# Work request
For the word "numOctaves", report how many lines of the records below contain it, and nothing more.

******************************

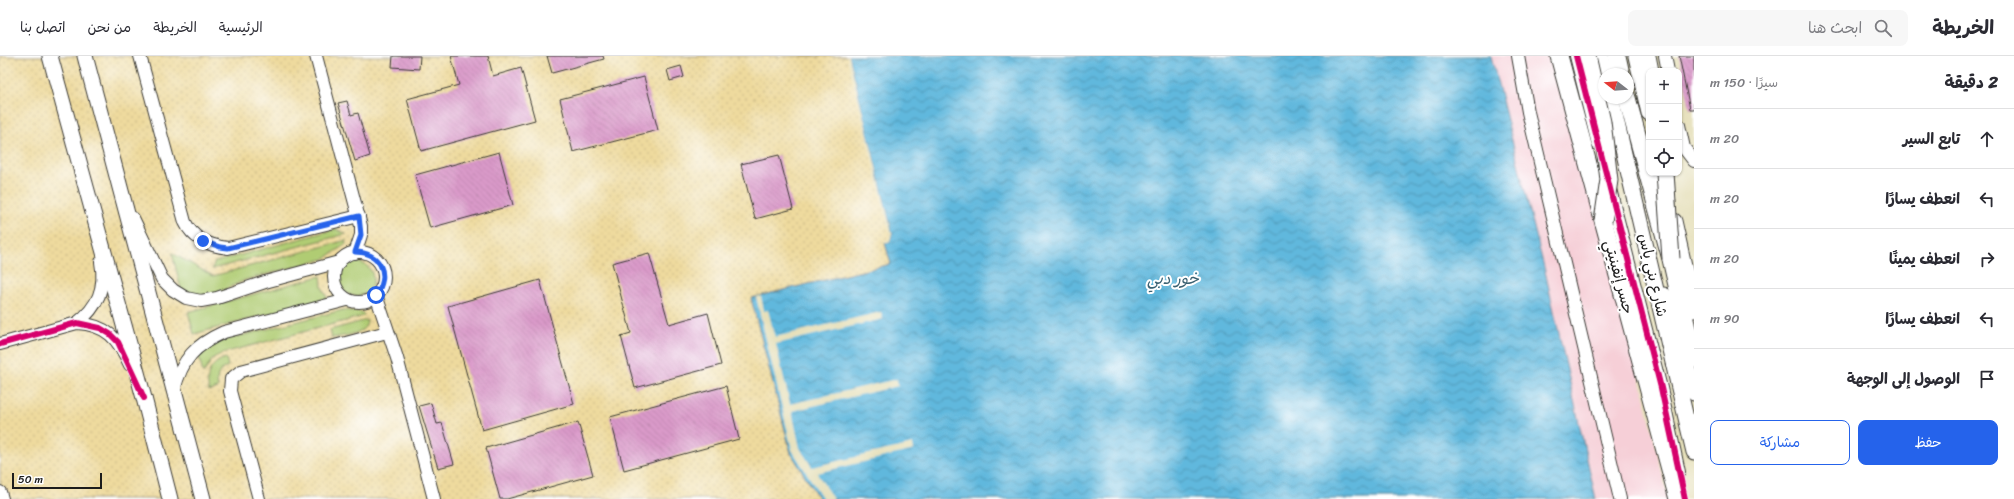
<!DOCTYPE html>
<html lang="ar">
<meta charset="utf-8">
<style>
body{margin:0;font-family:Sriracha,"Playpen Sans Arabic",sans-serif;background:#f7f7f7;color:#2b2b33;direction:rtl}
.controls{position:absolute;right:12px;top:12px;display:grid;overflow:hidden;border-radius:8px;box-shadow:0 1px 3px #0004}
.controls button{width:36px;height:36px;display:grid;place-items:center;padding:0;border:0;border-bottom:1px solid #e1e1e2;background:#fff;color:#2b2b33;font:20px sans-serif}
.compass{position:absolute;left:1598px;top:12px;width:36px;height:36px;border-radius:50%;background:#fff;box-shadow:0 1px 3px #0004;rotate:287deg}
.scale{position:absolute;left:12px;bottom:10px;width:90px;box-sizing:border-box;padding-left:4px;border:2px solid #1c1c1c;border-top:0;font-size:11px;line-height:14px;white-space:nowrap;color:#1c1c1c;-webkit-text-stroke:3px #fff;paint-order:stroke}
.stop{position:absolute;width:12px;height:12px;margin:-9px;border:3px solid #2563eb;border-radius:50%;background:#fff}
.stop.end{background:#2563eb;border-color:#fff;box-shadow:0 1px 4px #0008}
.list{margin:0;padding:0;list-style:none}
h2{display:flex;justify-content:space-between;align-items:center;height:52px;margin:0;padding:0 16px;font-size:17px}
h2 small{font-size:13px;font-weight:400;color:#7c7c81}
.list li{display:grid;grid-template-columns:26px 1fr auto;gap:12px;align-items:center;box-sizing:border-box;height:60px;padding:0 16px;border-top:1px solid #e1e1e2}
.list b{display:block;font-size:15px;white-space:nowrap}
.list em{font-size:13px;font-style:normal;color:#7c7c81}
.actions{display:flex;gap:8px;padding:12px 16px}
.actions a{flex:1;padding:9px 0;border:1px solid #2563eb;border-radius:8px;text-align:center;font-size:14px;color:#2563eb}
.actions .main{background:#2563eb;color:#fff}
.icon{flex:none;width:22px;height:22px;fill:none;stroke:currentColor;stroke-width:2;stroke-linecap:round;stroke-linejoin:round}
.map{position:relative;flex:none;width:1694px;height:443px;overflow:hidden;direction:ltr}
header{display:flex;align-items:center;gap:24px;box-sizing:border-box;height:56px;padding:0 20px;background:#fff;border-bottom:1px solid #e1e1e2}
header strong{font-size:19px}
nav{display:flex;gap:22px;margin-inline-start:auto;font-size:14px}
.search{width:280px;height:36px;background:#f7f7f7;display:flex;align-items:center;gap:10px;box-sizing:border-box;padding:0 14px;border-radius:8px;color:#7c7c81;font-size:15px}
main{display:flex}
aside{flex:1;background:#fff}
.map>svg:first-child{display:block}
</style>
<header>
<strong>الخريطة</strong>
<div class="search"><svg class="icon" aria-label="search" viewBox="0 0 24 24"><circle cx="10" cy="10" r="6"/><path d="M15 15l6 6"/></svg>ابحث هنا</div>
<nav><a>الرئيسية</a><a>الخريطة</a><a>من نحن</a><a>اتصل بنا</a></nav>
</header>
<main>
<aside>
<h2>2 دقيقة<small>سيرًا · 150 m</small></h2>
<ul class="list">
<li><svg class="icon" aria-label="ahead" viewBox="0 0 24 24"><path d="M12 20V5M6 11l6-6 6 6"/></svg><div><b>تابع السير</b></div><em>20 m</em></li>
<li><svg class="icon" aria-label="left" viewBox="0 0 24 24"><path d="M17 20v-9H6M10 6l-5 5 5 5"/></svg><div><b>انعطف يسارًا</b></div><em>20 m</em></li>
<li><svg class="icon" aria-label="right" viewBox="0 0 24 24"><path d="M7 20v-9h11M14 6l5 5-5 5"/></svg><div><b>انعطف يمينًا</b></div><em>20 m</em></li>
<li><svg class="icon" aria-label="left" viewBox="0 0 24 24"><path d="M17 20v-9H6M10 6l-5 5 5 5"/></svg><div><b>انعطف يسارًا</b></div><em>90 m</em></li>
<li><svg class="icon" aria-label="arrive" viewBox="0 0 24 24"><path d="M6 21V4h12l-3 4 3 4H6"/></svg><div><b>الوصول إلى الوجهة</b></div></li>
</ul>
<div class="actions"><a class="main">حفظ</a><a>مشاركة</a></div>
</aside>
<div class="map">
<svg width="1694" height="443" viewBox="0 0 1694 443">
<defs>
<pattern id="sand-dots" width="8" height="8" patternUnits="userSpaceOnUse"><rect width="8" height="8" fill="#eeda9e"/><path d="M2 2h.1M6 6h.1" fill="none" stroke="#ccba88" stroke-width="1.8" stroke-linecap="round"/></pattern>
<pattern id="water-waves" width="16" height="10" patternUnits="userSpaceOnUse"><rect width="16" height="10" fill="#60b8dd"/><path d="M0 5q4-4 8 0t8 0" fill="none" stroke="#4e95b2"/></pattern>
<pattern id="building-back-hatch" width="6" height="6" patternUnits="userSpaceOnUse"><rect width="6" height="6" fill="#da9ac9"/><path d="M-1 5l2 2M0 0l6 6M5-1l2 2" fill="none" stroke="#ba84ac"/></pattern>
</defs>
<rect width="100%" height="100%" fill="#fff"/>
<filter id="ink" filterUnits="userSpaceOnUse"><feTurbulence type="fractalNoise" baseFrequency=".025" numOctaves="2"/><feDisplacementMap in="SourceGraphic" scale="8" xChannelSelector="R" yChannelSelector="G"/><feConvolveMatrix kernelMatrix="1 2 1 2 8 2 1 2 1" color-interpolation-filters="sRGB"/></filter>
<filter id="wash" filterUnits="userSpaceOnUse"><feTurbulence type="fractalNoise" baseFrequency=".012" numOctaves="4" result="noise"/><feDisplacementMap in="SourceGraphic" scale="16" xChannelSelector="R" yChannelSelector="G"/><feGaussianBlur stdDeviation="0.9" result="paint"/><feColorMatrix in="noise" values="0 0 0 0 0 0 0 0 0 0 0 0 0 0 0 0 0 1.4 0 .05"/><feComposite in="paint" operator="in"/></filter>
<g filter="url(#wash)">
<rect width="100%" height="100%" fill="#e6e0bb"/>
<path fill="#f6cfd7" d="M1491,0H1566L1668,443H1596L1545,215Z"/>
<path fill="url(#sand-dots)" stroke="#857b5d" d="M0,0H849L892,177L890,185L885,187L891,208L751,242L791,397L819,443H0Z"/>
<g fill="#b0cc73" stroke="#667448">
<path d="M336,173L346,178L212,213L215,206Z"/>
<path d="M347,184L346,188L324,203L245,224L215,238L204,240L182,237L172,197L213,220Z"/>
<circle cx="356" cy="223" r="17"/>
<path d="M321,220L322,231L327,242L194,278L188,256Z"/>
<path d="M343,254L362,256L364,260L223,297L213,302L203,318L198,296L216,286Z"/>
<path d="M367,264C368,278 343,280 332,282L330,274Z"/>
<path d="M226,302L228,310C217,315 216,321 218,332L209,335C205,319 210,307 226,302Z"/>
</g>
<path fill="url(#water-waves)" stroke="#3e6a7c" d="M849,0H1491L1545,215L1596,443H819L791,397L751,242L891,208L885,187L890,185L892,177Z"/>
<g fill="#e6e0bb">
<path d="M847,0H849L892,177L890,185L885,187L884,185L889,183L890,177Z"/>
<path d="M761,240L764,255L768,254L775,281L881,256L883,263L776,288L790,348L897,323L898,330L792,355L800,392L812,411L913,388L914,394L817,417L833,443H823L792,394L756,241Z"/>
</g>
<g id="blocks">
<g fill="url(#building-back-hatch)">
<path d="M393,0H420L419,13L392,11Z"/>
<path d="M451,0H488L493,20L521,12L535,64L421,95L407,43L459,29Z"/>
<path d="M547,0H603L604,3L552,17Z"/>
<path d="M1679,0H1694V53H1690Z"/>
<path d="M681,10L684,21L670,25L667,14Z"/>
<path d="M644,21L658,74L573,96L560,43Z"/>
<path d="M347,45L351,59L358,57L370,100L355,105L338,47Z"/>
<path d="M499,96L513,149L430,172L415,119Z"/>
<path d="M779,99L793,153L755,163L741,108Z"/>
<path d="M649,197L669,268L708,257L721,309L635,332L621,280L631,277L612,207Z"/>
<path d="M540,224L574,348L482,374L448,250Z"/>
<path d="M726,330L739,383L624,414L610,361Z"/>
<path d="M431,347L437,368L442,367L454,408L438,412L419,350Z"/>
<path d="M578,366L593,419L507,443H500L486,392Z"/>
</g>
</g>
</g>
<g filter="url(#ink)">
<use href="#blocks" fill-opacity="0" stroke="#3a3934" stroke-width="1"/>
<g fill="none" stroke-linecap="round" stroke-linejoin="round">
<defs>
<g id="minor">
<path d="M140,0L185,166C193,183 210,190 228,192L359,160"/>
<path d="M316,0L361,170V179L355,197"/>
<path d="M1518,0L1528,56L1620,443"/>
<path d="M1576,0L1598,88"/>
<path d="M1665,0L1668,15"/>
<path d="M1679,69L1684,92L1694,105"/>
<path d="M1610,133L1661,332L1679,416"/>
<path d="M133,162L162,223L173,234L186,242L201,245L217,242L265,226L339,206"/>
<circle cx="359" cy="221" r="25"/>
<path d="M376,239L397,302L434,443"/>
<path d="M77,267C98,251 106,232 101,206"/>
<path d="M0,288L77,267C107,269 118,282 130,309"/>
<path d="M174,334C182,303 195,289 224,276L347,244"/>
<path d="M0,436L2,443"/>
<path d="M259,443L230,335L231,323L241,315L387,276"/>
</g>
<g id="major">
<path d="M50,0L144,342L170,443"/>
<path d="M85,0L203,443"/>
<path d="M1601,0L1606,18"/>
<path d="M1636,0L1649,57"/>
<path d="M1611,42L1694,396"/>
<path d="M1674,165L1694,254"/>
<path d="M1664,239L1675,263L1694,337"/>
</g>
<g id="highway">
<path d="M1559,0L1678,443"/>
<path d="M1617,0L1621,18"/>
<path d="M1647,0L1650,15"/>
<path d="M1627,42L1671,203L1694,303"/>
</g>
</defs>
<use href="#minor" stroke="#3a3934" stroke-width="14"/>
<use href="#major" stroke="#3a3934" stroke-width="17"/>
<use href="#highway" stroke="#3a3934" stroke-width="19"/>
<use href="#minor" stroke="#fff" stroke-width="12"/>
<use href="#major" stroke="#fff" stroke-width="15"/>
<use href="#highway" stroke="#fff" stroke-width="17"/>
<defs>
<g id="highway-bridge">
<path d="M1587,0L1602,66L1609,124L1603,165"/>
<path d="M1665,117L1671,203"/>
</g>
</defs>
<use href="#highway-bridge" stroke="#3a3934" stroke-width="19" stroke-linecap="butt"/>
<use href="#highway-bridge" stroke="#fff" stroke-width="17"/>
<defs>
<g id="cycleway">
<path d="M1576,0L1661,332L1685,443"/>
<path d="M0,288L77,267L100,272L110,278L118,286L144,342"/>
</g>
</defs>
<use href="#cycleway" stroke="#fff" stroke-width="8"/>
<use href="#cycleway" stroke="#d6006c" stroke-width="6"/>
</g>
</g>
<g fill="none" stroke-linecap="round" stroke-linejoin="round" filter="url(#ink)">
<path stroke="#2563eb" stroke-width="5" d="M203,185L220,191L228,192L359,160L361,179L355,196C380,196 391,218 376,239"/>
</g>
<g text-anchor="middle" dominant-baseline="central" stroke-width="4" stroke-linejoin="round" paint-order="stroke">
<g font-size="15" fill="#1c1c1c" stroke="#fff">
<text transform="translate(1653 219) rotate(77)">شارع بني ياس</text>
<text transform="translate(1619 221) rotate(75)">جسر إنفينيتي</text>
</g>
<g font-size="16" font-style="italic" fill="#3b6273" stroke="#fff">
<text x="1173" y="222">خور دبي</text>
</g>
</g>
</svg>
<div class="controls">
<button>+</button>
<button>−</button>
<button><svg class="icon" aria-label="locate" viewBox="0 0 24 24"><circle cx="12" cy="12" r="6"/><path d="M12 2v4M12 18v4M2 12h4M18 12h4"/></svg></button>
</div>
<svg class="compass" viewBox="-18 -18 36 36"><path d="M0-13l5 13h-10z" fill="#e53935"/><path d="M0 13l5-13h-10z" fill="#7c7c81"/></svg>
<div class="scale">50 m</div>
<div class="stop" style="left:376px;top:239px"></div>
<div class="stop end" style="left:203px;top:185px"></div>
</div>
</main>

******************************

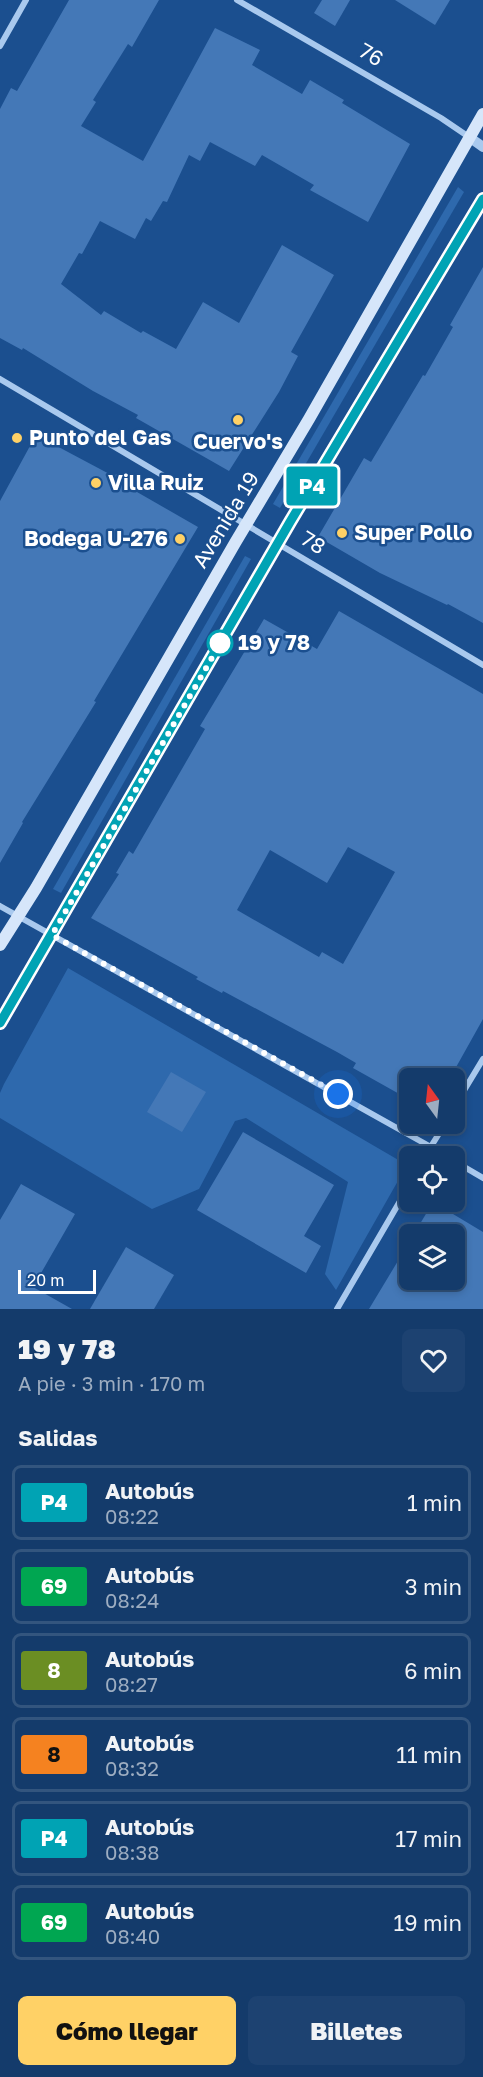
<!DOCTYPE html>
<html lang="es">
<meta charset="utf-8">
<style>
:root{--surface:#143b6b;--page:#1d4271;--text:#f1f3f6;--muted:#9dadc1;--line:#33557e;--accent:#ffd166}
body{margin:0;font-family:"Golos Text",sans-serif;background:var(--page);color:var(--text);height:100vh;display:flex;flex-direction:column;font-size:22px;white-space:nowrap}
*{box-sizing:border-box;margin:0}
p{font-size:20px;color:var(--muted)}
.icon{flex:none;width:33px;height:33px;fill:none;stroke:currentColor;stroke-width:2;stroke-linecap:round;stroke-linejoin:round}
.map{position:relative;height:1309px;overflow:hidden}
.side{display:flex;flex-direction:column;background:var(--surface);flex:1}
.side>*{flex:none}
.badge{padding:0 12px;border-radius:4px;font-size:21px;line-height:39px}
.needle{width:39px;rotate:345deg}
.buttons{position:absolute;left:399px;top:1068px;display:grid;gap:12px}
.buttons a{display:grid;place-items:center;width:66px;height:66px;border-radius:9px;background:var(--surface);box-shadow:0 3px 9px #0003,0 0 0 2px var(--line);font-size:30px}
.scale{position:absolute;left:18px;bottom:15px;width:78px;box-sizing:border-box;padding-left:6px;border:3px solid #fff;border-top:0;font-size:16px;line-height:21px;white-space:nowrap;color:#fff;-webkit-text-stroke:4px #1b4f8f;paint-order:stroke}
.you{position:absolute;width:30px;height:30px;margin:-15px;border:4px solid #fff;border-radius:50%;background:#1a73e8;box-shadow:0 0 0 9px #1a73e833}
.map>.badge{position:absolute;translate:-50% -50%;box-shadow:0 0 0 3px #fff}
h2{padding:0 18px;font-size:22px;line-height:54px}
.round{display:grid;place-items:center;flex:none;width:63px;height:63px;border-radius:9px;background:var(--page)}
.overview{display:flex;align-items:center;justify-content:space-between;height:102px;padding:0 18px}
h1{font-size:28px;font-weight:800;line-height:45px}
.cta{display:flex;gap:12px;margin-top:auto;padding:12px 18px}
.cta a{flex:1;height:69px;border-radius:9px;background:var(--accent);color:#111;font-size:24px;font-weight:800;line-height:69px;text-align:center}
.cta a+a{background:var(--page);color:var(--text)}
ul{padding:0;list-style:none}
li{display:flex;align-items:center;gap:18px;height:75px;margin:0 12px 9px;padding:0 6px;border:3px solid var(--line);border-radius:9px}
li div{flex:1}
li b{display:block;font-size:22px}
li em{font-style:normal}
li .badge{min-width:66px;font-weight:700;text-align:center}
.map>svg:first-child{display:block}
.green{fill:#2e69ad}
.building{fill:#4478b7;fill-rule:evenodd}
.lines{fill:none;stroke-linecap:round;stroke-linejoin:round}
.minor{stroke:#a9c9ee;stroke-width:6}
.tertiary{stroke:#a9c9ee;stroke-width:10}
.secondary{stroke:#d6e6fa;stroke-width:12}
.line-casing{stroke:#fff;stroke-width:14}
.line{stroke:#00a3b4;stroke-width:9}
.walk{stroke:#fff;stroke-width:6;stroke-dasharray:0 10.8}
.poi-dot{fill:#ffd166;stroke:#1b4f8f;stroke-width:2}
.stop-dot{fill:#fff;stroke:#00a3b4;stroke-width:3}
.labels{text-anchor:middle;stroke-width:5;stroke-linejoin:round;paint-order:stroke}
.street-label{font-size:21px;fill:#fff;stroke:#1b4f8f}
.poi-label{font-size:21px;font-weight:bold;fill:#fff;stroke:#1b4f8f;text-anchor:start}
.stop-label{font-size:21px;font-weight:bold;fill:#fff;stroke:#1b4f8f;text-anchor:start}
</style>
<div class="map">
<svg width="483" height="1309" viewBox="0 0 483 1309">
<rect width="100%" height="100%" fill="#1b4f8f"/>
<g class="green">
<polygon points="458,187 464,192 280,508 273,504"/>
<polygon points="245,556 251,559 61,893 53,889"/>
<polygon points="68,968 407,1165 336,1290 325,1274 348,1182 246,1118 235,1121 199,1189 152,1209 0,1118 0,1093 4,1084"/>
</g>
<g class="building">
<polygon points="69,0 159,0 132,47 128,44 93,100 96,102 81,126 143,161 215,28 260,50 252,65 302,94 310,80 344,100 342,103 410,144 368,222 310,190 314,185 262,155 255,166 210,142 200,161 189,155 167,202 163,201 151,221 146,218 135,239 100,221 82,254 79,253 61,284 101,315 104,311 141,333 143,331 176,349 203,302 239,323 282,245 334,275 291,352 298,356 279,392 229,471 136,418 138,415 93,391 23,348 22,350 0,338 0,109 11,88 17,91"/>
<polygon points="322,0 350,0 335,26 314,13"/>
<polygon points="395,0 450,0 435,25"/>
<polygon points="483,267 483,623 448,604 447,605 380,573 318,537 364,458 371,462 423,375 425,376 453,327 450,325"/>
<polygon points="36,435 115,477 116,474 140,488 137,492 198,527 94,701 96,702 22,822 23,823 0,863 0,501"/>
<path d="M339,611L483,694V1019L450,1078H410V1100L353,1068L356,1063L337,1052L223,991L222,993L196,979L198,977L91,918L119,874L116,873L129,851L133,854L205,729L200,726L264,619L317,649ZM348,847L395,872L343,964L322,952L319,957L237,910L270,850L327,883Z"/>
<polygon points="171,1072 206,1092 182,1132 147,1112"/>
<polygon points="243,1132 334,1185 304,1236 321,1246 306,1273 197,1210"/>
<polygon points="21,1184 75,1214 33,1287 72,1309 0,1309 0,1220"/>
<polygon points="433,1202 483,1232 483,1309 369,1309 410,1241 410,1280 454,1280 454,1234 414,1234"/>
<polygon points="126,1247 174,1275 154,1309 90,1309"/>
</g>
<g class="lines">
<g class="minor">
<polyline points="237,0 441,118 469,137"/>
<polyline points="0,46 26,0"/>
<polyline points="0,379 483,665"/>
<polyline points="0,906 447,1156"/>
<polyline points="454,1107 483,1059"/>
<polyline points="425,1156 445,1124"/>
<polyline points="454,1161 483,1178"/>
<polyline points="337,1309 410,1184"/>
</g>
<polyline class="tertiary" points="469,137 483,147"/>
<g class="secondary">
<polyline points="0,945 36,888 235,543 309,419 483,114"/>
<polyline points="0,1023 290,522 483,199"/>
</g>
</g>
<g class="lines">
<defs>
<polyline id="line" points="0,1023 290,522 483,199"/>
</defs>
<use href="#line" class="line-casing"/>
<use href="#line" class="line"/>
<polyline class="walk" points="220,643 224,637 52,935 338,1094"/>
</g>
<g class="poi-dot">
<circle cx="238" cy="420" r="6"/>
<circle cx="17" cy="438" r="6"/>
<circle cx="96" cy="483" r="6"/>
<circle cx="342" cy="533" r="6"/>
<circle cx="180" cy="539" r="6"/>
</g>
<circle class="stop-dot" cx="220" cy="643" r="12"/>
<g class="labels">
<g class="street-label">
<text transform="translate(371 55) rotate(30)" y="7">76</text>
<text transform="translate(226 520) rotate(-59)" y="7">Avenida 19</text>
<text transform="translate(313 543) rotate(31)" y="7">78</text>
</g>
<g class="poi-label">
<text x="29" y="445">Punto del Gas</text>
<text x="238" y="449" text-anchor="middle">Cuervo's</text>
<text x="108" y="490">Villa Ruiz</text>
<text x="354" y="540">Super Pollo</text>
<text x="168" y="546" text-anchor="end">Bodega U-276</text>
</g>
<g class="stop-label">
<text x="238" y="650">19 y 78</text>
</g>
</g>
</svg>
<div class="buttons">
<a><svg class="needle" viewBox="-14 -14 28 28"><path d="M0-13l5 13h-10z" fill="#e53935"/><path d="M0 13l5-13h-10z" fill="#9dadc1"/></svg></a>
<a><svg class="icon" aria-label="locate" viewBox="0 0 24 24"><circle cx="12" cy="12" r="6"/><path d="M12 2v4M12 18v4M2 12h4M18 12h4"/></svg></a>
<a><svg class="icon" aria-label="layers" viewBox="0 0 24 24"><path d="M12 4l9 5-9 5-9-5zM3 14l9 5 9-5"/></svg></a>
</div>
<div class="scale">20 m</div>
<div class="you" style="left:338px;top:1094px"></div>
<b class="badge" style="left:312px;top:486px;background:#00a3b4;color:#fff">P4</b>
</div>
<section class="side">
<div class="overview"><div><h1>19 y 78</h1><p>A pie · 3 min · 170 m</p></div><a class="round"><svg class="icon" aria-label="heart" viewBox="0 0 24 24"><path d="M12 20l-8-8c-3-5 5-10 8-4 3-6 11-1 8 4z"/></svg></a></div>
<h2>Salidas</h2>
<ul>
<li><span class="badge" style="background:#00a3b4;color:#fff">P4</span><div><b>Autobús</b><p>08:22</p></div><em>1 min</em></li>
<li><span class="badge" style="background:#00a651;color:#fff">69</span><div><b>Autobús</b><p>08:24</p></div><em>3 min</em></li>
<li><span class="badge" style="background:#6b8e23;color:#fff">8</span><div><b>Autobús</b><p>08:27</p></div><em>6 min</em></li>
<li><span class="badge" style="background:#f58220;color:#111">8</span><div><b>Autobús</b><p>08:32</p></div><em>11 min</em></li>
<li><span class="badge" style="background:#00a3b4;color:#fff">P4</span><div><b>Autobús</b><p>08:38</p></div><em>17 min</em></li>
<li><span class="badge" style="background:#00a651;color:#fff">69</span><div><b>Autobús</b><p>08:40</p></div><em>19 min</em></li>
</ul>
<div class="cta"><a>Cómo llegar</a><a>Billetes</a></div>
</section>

******************************

# Answer below
2